Dataset records:
- - - - -
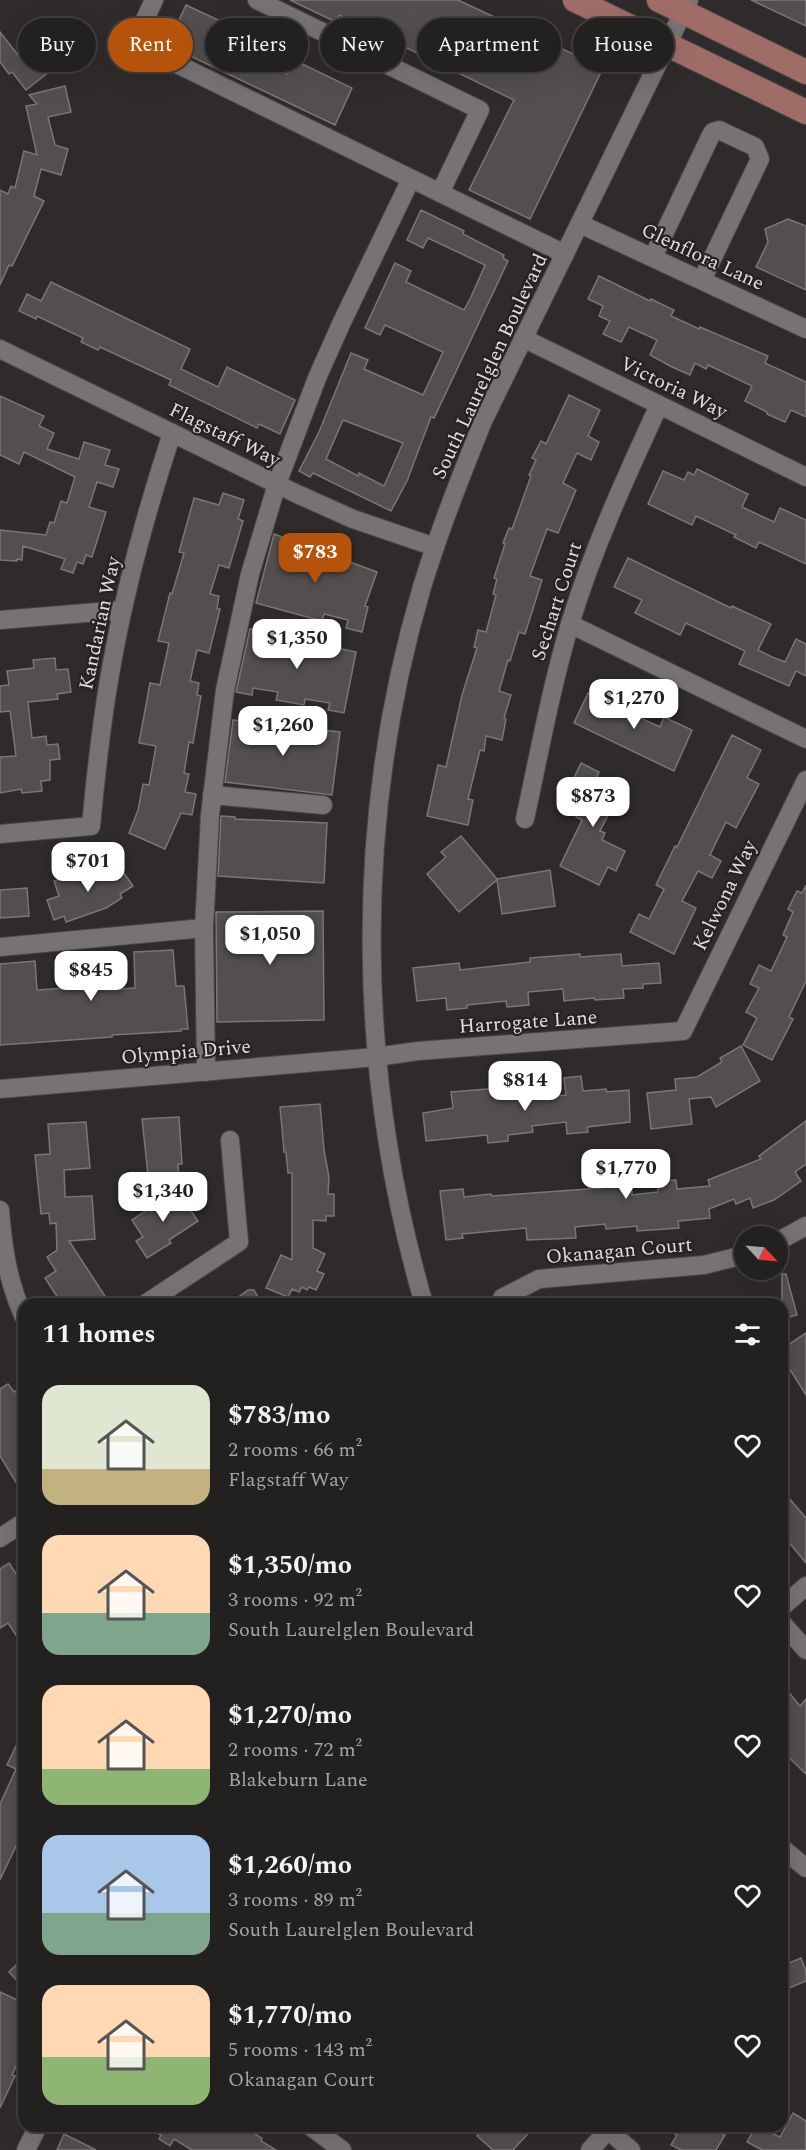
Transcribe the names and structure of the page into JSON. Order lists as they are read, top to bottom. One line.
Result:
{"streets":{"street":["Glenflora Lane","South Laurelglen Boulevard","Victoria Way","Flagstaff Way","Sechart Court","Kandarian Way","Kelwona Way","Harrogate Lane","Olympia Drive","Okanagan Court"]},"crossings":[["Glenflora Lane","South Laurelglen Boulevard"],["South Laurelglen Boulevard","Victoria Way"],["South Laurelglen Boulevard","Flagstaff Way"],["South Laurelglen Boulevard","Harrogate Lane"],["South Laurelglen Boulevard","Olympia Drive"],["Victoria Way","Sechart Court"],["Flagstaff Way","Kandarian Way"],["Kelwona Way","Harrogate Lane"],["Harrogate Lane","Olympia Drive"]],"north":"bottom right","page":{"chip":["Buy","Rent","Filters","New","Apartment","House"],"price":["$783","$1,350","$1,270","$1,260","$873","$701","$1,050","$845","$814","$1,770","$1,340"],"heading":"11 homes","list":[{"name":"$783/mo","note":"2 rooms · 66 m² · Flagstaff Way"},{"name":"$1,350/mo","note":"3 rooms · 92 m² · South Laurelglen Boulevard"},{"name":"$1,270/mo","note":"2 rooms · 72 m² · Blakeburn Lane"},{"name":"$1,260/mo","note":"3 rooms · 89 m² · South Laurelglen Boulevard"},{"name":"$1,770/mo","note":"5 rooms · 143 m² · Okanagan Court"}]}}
- - - - -
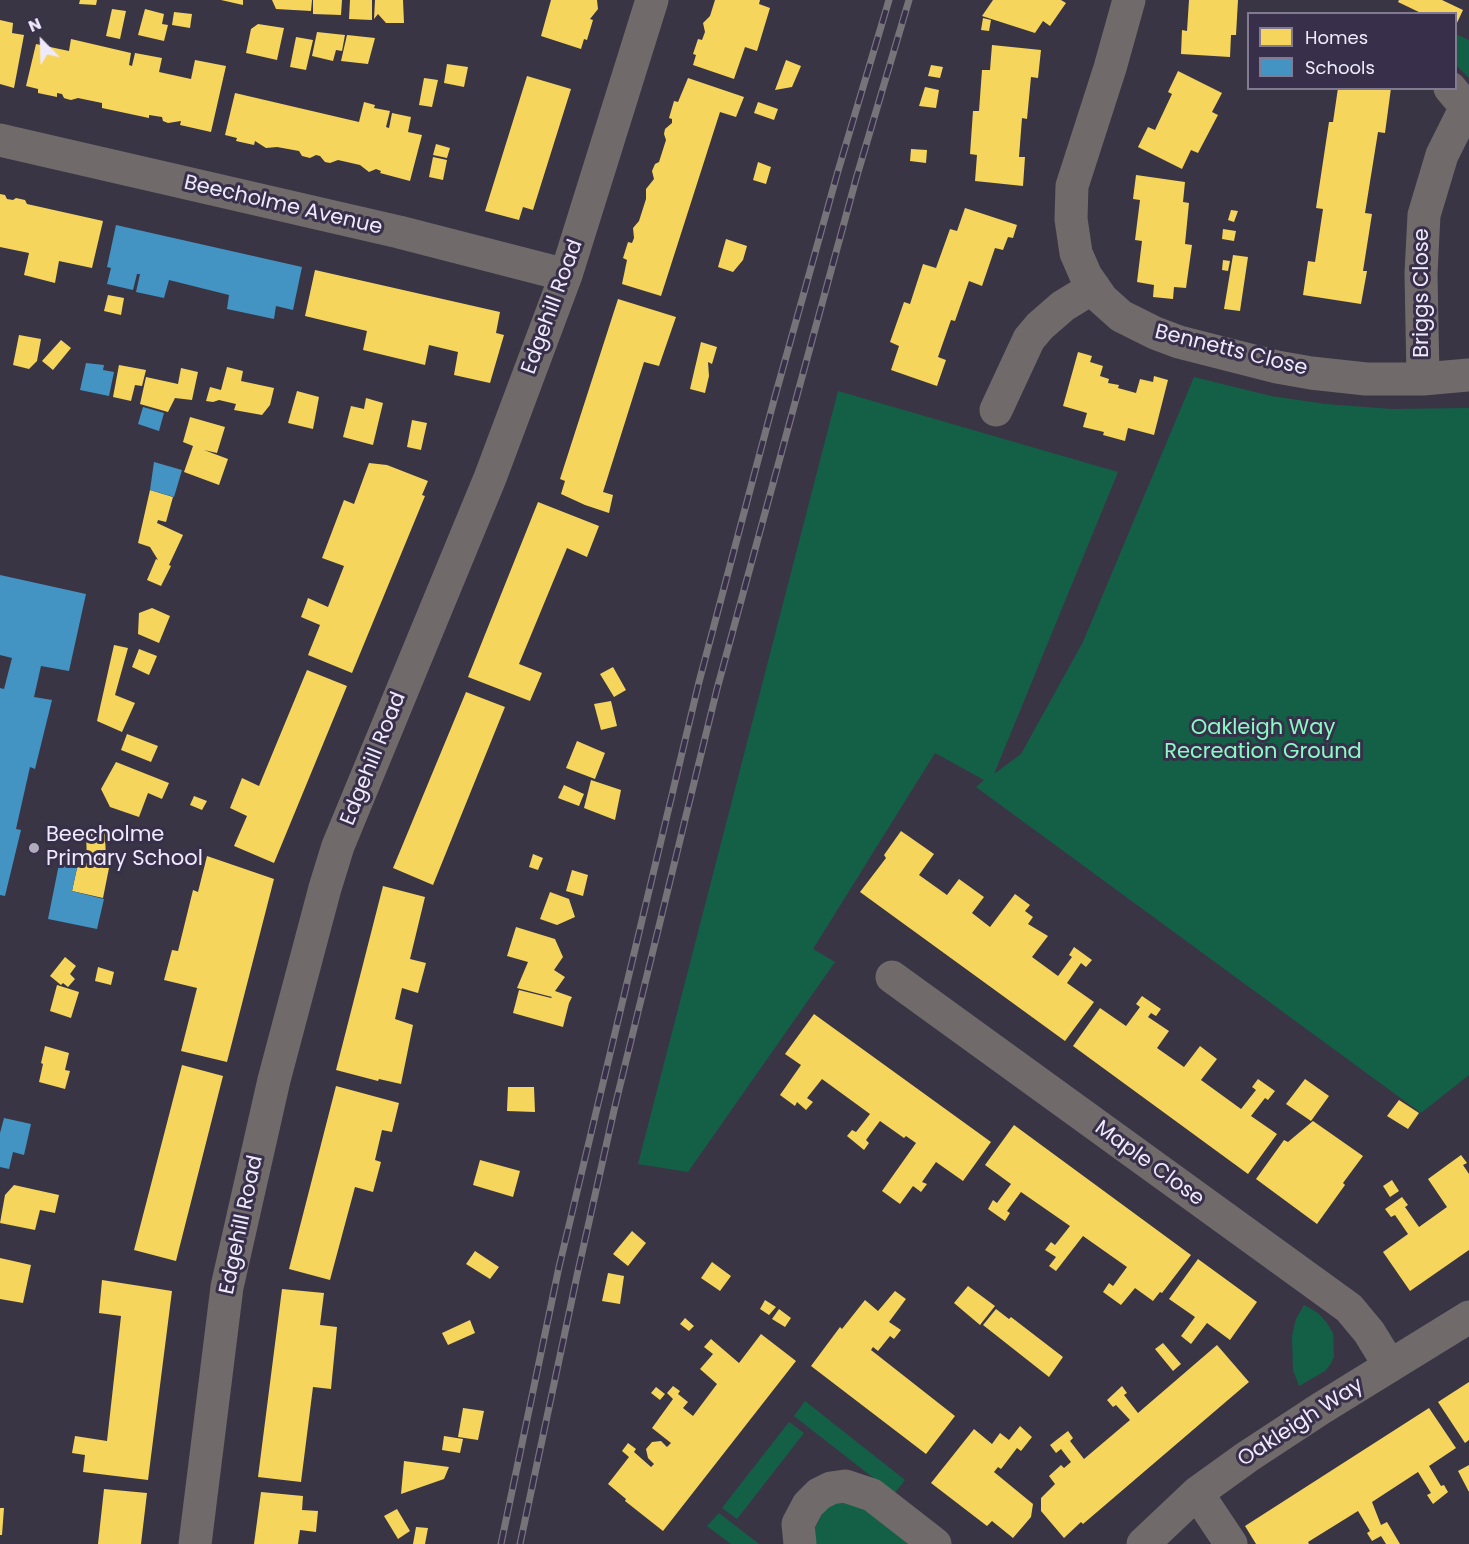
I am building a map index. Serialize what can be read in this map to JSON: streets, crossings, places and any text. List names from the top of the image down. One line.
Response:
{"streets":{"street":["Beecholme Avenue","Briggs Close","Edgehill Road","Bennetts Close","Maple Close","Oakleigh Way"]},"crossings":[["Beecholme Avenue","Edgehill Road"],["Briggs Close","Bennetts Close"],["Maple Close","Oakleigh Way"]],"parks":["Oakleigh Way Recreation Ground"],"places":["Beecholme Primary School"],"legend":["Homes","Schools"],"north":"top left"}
- - - - -
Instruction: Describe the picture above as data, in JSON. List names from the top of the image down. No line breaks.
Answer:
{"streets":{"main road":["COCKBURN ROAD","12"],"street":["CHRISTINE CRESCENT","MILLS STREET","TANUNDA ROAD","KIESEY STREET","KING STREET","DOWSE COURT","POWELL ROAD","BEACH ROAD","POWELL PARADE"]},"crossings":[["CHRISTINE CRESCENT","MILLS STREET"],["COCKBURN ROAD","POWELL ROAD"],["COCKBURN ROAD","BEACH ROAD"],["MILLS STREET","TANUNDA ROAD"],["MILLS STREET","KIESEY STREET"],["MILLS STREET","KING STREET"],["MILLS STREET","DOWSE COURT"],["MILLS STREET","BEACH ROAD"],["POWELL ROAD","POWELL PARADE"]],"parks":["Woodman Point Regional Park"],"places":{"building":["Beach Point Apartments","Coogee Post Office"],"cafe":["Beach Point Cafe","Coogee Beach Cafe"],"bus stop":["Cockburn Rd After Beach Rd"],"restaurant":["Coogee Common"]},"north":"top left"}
- - - - -
Exercise aim: On how many lines of the listing does the string "from" occur? Give the number by itself.

Exercise answer: 2